══ Material for the task

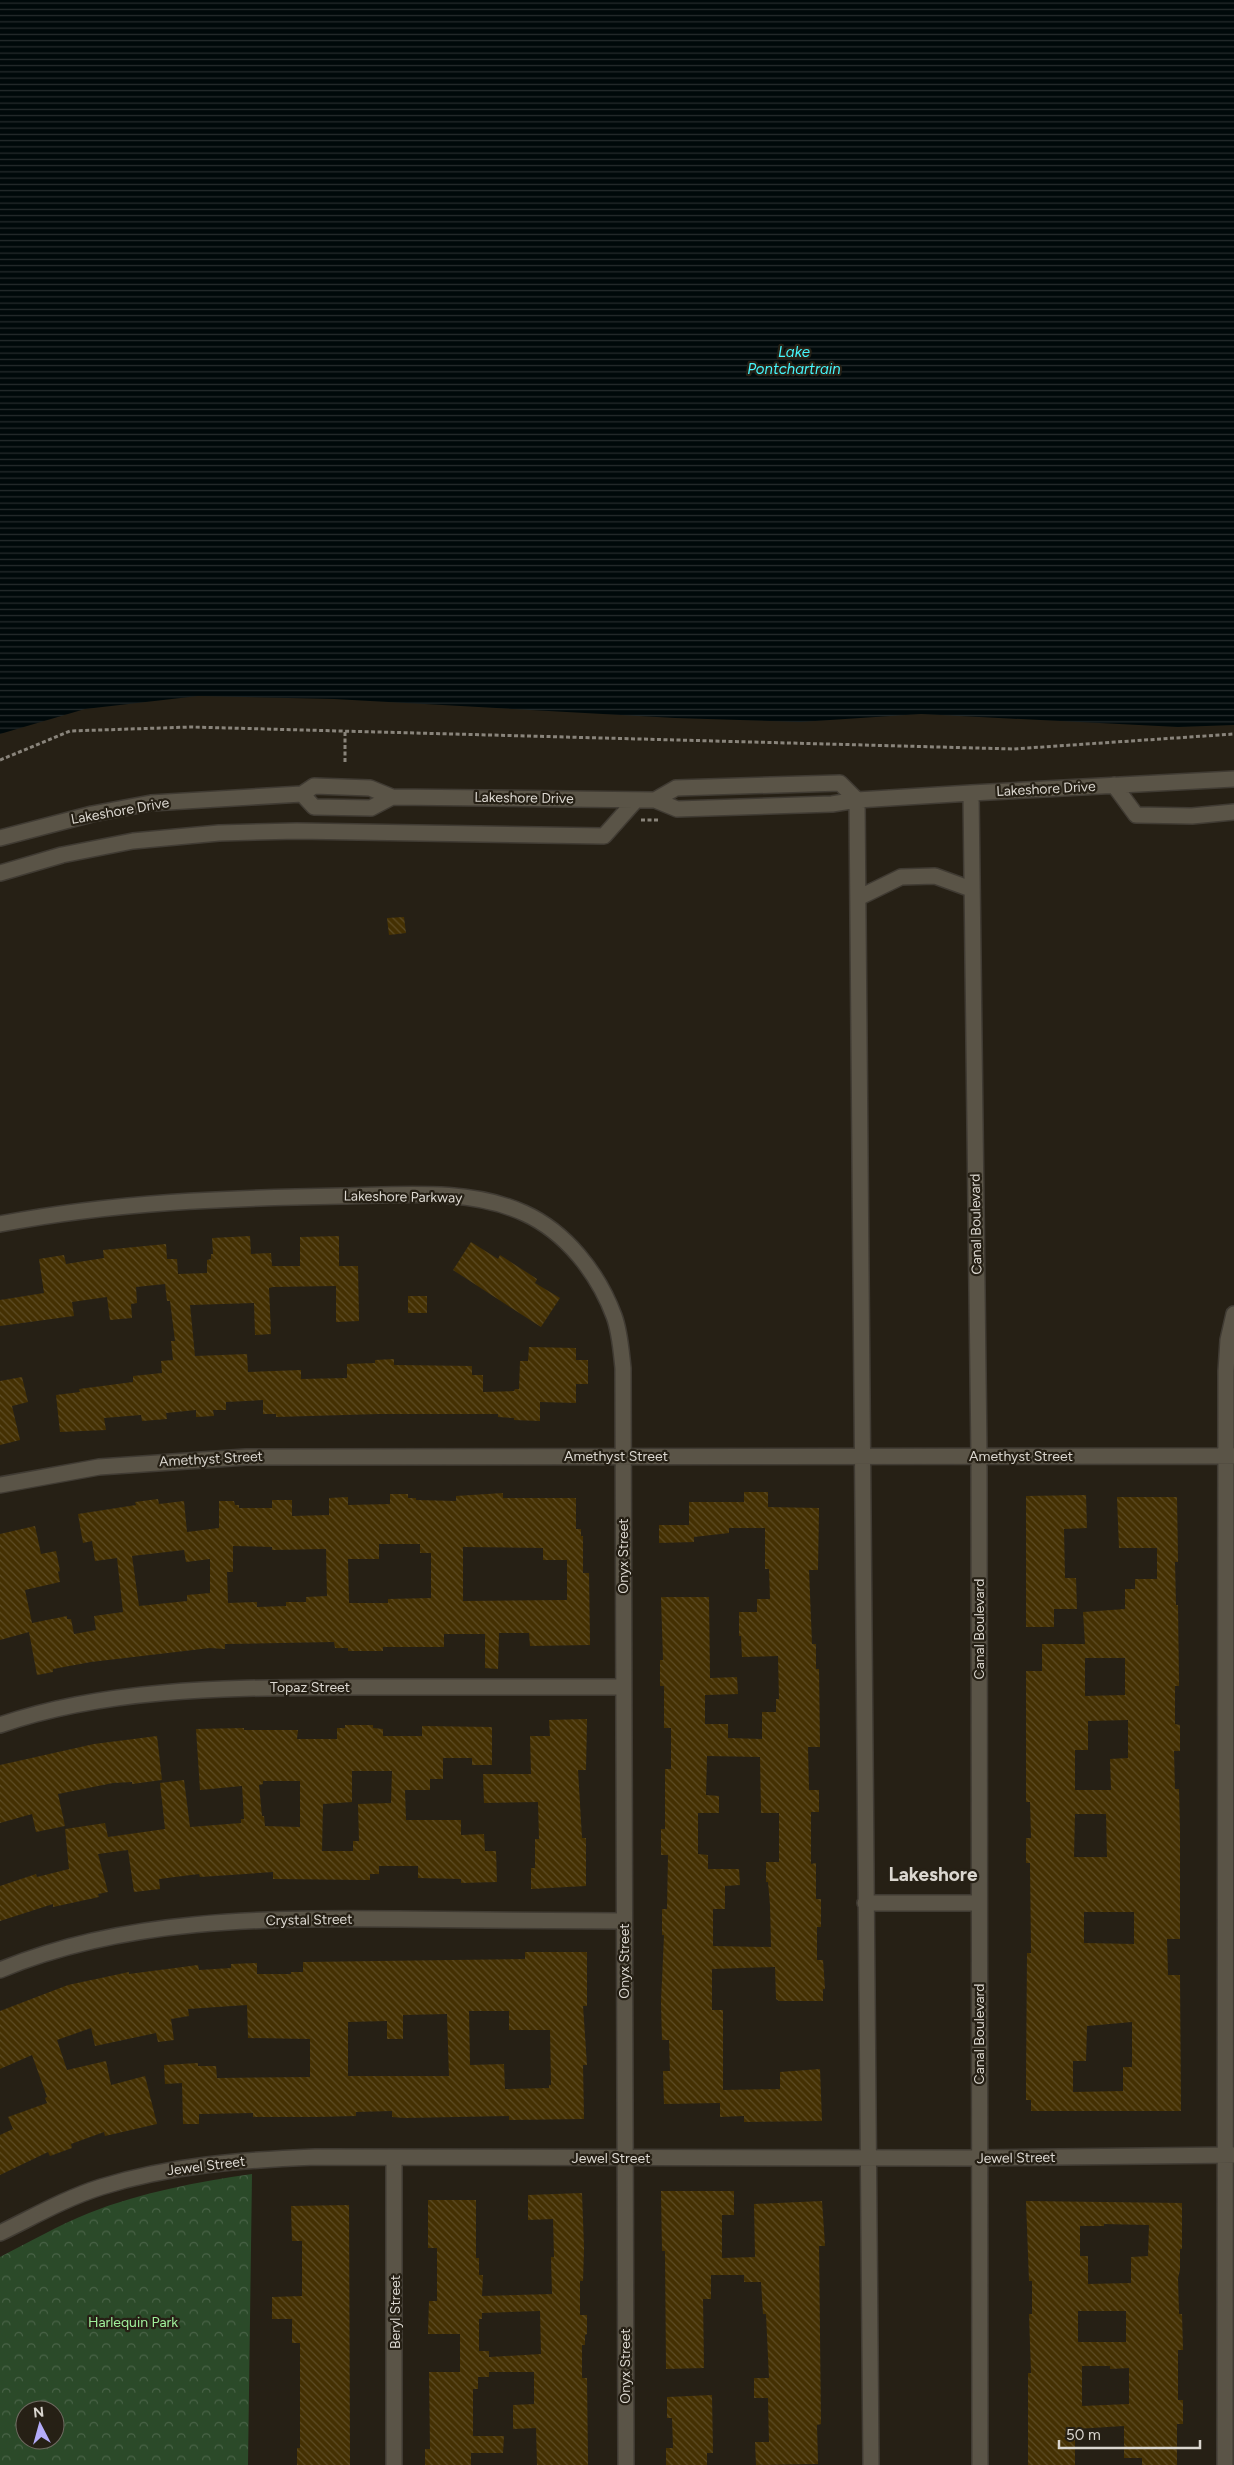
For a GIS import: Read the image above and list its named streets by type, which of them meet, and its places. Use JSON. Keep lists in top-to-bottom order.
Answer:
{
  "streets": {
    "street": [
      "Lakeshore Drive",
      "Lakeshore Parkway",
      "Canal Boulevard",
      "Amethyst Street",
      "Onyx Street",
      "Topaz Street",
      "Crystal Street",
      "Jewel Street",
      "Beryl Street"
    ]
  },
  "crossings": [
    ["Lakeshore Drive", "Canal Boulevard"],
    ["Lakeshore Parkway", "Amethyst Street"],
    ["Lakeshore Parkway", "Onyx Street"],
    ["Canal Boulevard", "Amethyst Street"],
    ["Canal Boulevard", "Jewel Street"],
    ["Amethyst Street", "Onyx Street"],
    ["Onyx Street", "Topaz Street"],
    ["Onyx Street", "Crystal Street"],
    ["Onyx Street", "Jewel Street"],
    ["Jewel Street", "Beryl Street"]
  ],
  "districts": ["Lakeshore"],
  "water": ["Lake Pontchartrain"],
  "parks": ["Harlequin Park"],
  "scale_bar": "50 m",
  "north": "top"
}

════

→ Problem details:
Print all entries exactly; skip the pictures.

→ Task output:
For a GIS import: Read the image above and list its named streets by type, which of them meet, and its places. Use JSON. Keep lists in top-to-bottom order.
Answer:
{
  "streets": {
    "street": [
      "Lakeshore Drive",
      "Lakeshore Parkway",
      "Canal Boulevard",
      "Amethyst Street",
      "Onyx Street",
      "Topaz Street",
      "Crystal Street",
      "Jewel Street",
      "Beryl Street"
    ]
  },
  "crossings": [
    ["Lakeshore Drive", "Canal Boulevard"],
    ["Lakeshore Parkway", "Amethyst Street"],
    ["Lakeshore Parkway", "Onyx Street"],
    ["Canal Boulevard", "Amethyst Street"],
    ["Canal Boulevard", "Jewel Street"],
    ["Amethyst Street", "Onyx Street"],
    ["Onyx Street", "Topaz Street"],
    ["Onyx Street", "Crystal Street"],
    ["Onyx Street", "Jewel Street"],
    ["Jewel Street", "Beryl Street"]
  ],
  "districts": ["Lakeshore"],
  "water": ["Lake Pontchartrain"],
  "parks": ["Harlequin Park"],
  "scale_bar": "50 m",
  "north": "top"
}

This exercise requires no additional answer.